12
votes

Is it possible to render to texture with OpenGL ES 1.1 on the iPhone (2G and older)? If I bind a texture as a render buffer, it has to be the size of the render buffer, which isn't POT-sized. But OpenGL ES 1.1 requires textures to be POT.

Maybe it can't be done on ES 1.1?

2

2 Answers

27
votes

While OpenGL ES 1.1 does not support non-power-of-two textures, newer iOS device models have the extension GL_APPLE_texture_2D_limited_npot, which states:

Conventional OpenGL ES 1.X texturing is limited to images with power-of-two (POT) dimensions. APPLE_texture_2D_limited_npot extension relaxes these size restrictions for 2D textures. The restrictions remain in place for cube map and 3D textures, if supported.

There is no additional procedural or enumerant API introduced by this extension except that an implementation which exports the extension string will allow an application to pass in 2D texture dimensions that may or may not be a power of two.

In the absence of OES_texture_npot, which lifts these restrictions, neither mipmapping nor wrap modes other than CLAMP_TO_EDGE are supported in conjunction with NPOT 2D textures. A NPOT 2D texture with a wrap mode that is not CLAMP_TO_EDGE or a minfilter that is not NEAREST or LINEAR is considered incomplete.

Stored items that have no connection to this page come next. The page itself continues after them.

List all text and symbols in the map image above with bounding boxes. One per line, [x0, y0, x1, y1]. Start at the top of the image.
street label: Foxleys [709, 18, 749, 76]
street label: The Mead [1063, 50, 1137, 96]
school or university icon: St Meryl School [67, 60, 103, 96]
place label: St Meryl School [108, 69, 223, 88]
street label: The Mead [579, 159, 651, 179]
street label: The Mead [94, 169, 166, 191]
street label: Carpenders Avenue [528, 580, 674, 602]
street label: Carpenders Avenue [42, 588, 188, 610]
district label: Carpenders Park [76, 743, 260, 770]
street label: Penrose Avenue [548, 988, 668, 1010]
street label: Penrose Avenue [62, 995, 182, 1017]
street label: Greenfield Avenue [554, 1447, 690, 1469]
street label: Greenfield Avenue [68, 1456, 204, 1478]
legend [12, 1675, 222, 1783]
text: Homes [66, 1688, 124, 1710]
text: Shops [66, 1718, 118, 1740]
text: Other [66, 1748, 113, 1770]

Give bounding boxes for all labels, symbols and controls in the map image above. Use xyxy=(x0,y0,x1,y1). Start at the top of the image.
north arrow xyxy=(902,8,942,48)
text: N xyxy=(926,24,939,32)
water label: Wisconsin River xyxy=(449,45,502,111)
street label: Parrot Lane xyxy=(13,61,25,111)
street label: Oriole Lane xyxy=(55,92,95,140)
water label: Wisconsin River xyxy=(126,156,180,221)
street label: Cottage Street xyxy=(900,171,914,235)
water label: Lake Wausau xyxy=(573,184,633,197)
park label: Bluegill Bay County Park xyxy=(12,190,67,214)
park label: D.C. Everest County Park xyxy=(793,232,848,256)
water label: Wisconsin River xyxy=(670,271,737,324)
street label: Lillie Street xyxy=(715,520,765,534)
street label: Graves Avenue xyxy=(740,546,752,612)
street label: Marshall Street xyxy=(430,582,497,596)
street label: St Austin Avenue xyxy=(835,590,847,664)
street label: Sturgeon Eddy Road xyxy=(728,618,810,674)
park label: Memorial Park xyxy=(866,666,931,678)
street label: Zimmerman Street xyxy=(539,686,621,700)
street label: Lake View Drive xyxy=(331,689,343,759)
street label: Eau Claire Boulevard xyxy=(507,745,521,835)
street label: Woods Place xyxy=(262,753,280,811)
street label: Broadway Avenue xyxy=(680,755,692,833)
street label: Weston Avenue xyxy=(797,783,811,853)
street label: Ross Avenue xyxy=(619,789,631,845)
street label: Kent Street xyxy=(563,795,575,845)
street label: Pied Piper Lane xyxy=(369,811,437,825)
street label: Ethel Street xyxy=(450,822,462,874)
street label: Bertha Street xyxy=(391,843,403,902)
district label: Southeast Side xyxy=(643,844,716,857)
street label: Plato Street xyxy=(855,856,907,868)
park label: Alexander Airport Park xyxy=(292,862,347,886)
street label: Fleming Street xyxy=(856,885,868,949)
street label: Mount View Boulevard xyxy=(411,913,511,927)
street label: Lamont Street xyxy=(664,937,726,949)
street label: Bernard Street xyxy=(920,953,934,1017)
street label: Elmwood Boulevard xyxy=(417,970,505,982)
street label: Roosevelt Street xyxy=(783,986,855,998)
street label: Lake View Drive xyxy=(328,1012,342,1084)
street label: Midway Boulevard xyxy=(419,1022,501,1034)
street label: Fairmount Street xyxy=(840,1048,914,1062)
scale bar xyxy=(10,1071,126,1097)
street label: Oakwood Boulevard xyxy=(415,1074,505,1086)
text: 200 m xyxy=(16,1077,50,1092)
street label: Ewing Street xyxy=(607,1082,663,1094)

If such a texture is bound to a texture unit, it is as if texture mapping were disabled for that texture unit.

You can use the following code to determine if this extension is supported on your device (drawn from Philip Rideout's excellent iPhone 3D Programming book):

const char* extensions = (char*) glGetString(GL_EXTENSIONS); 
bool npot = strstr(extensions, "GL_APPLE_texture_2D_limited_npot") != 0;

On these devices, you should then be able to use non-power-of-two textures as long as you set the proper texture wrapping:

glTexParameteri(GL_TEXTURE_2D, GL_TEXTURE_WRAP_S, GL_CLAMP_TO_EDGE);
glTexParameteri(GL_TEXTURE_2D, GL_TEXTURE_WRAP_T, GL_CLAMP_TO_EDGE);

Unfortunately, this example application that I have which renders to a non-power-of-two texture uses OpenGL ES 2.0, so I'm not sure that will help you in this case.

2
votes

It can be done, all you need to do is get the next power of 2 bigger than the non-POT.

Then generate a framebuffer:

GLuint aFramebuffer;
glGenFramebuffersOES(1, &aFramebuffer);

And a texture:

GLuint aTexturebuffer;
glGenTextures(1, &aTexturebuffer);

Then you do the same texture like things:

glBindTexture(GL_TEXTURE_2D, aTexturebuffer);
glTexParameteri(GL_TEXTURE_2D, GL_TEXTURE_MIN_FILTER, GL_LINEAR);
glTexParameteri(GL_TEXTURE_2D, GL_TEXTURE_MAG_FILTER, GL_LINEAR);
glTexParameteri(GL_TEXTURE_2D, GL_TEXTURE_WRAP_S, GL_CLAMP_TO_EDGE);
glTexParameteri(GL_TEXTURE_2D, GL_TEXTURE_WRAP_T, GL_CLAMP_TO_EDGE);
glColor4ub(0, 0, 0, 255);
glTexImage2D(GL_TEXTURE_2D, 0, GL_RGBA, textureWidth, textureHeight, 0, GL_RGBA, GL_UNSIGNED_BYTE, NULL);

int area[] = {0.0, 0.0, renderWidth, renderHeight};

glTexParameteriv(GL_TEXTURE_2D, GL_TEXTURE_CROP_RECT_OES, area);

glBindFramebufferOES(GL_FRAMEBUFFER_OES, aFramebuffer);
glFramebufferTexture2DOES(GL_FRAMEBUFFER_OES, GL_COLOR_ATTACHMENT0_OES, GL_TEXTURE_2D, aTexturebuffer, 0);

Here I used the draw_texture extension. textureWidth and textureHeight are the power of 2 bigger, and renderWidth and renderHeight are the the rendere's width and height. Then when you bind to aFramebuffer it will draw to texture.